> **Listed entries**:
★ ★ ★ ★ ★ ★ ★

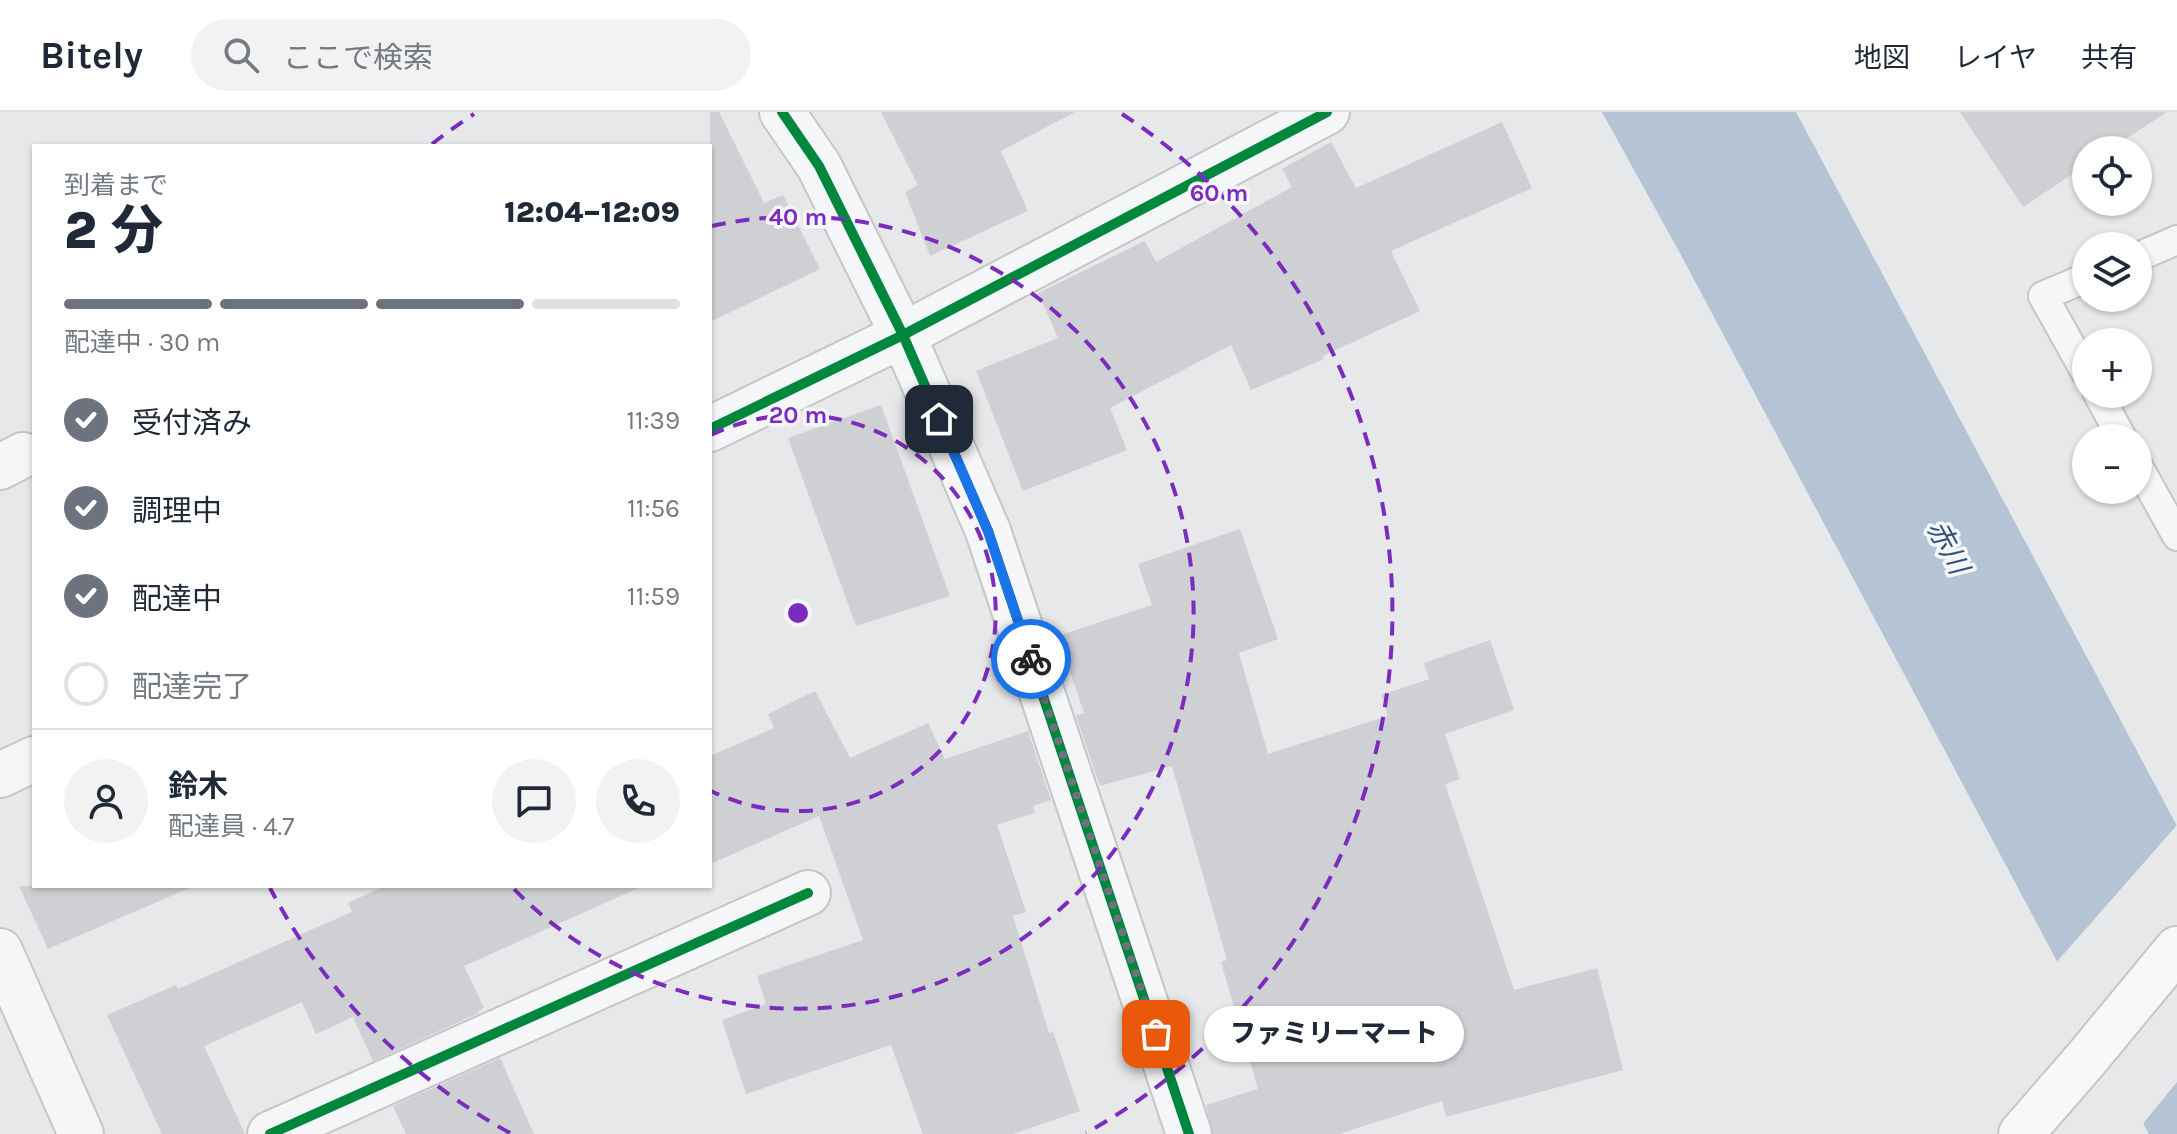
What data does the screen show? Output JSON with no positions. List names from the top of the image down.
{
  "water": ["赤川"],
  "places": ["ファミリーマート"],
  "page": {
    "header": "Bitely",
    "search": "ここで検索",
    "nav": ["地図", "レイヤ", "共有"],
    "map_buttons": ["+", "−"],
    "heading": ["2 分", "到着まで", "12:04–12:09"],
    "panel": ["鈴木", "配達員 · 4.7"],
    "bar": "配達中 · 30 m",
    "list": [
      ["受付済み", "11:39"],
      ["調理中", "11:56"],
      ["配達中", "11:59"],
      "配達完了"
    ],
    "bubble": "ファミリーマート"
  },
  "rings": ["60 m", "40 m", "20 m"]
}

★ ★ ★ ★ ★ ★ ★

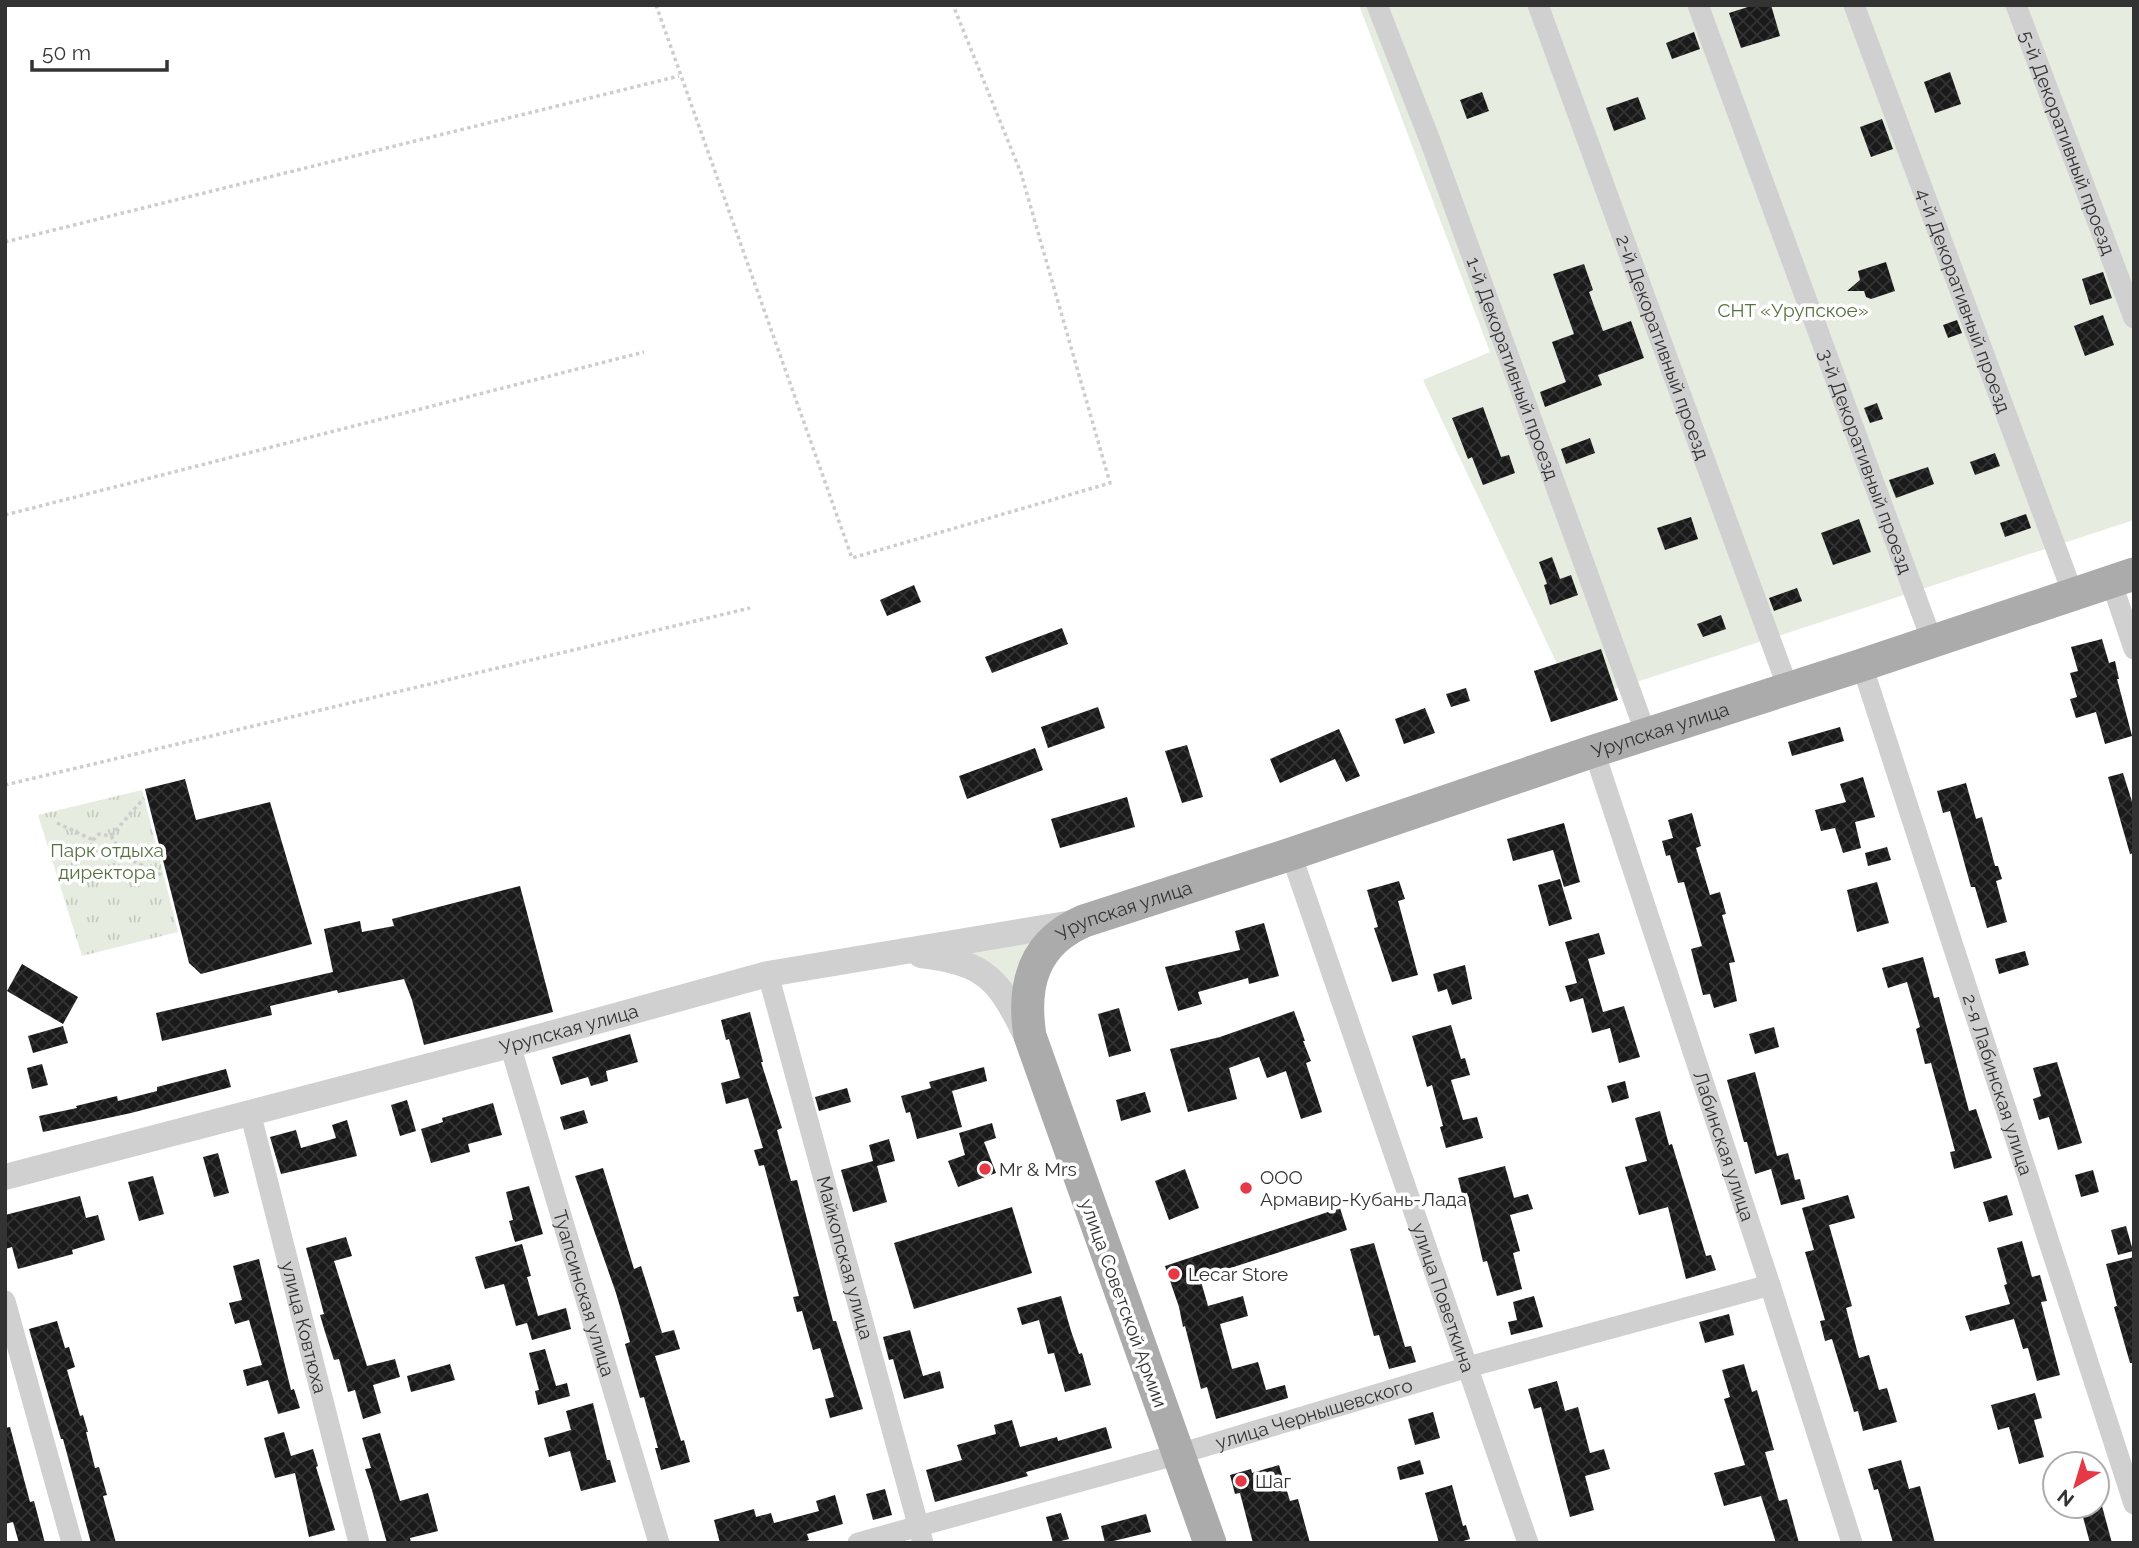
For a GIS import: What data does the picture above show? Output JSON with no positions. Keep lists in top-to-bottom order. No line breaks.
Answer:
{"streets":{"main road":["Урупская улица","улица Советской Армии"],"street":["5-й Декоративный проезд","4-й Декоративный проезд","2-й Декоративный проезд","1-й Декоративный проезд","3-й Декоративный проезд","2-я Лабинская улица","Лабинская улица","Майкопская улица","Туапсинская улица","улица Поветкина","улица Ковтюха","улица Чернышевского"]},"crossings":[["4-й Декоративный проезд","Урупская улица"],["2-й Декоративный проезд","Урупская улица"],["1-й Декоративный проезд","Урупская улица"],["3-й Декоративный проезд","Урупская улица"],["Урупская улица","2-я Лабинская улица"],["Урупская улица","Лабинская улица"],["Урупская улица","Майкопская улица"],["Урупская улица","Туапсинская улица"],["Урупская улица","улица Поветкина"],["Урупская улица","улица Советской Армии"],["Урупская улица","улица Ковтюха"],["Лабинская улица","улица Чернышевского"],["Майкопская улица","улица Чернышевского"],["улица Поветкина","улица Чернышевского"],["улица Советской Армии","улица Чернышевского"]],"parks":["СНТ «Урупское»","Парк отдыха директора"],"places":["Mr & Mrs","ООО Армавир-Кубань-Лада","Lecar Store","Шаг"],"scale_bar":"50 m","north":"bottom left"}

★ ★ ★ ★ ★ ★ ★

> **Task statement**: Among the records above, find the lines where the word "positions" appears and copy them.

> **Solution for this task**:
What data does the screen show? Output JSON with no positions. List names from the top of the image down.
For a GIS import: What data does the picture above show? Output JSON with no positions. Keep lists in top-to-bottom order. No line breaks.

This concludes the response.